But despite the reimposed US sanctions and with UN rules in the way, Iran has made “rapid progress” in advancing drone capabilities, the official said, which Tehran has passed along to Lebanese Hezbollah and the Houthi rebels in Yemen. The Defense Department has set up a task force led by the Pentagon’s top acquisition official, Ellen Lord, to counter drone proliferation.
American officials also fear that Iran has increasingly sought to court China as an end-around to develop advanced weapons. Earlier this year, the State Department expressed concern that China is protecting Karl Lee, who is suspected of providing dual-use technologies to Iran that would allow its military to develop more accurate ballistic missiles.
The US Defense Intelligence Agency's warning comes as the United States has taken increased steps to cut down on military tensions in the Gulf after the Pentagon blamed Iran for drone and cruise missile strikes on an Aramco refining facility in Abqaiq in September.

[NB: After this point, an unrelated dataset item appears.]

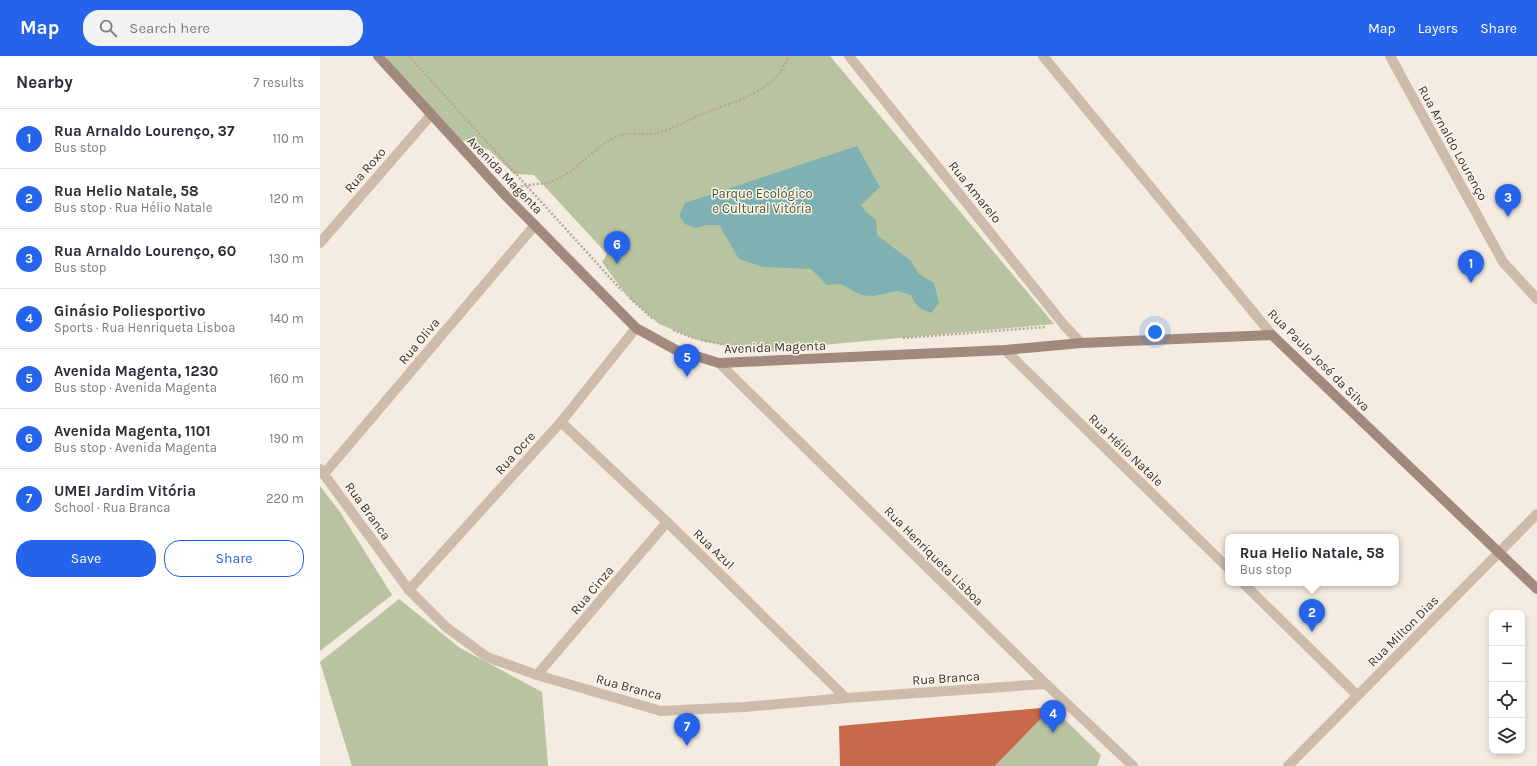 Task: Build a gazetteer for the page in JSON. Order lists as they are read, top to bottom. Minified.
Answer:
{"streets":{"street":["Rua Arnaldo Lourenço","Rua Roxo","Avenida Magenta","Rua Amarelo","Rua Oliva","Rua Paulo José da Silva","Rua Hélio Natale","Rua Ocre","Rua Branca","Rua Azul","Rua Henriqueta Lisboa","Rua Cinza","Rua Milton Dias"]},"crossings":[["Rua Roxo","Avenida Magenta"],["Avenida Magenta","Rua Amarelo"],["Avenida Magenta","Rua Oliva"],["Avenida Magenta","Rua Paulo José da Silva"],["Avenida Magenta","Rua Hélio Natale"],["Avenida Magenta","Rua Ocre"],["Avenida Magenta","Rua Henriqueta Lisboa"],["Rua Oliva","Rua Branca"],["Rua Paulo José da Silva","Rua Milton Dias"],["Rua Ocre","Rua Branca"],["Rua Ocre","Rua Azul"],["Rua Branca","Rua Azul"],["Rua Branca","Rua Henriqueta Lisboa"],["Rua Branca","Rua Cinza"],["Rua Azul","Rua Cinza"]],"parks":["Parque Ecológico e Cultural Vitória"],"page":{"header":"Map","search":"Search here","nav":["Map","Layers","Share"],"heading":["Nearby","7 results"],"list":[{"mark":"1","name":"Rua Arnaldo Lourenço, 37","note":"Bus stop","value":"110 m"},{"mark":"2","name":"Rua Helio Natale, 58","note":"Bus stop · Rua Hélio Natale","value":"120 m"},{"mark":"3","name":"Rua Arnaldo Lourenço, 60","note":"Bus stop","value":"130 m"},{"mark":"4","name":"Ginásio Poliesportivo","note":"Sports · Rua Henriqueta Lisboa","value":"140 m"},{"mark":"5","name":"Avenida Magenta, 1230","note":"Bus stop · Avenida Magenta","value":"160 m"},{"mark":"6","name":"Avenida Magenta, 1101","note":"Bus stop · Avenida Magenta","value":"190 m"},{"mark":"7","name":"UMEI Jardim Vitória","note":"School · Rua Branca","value":"220 m"}],"pins":["3","6","1","5","2","4","7"],"buttons":["Save","Share"],"popup":["Rua Helio Natale, 58","Bus stop"],"map_buttons":["+","−"]}}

Earlier this month, the Defense Department opened a center for maritime patrols in the Gulf in Bahrain, home of the US Fifth Fleet. The USS Abraham Lincoln transited the region on Nov. 19, the first time an aircraft carrier has come through the region in months.
But despite an influx of 14,000 American troops into the region since the summer — who have either been deployed or have seen their tours extended — Iran still seeks to “have a dominant position in the region,” the US-led coalition fighting the Islamic State told the Pentagon’s inspector general in a report released Nov. 19, continuing access to Lebanese Hezbollah and the ability to strike Israel from Syria.
The risk to US forces has not diminished either, the inspector general’s report said. US Central Command has assessed that Iranian threats against American troops in the region have increased in the past three months.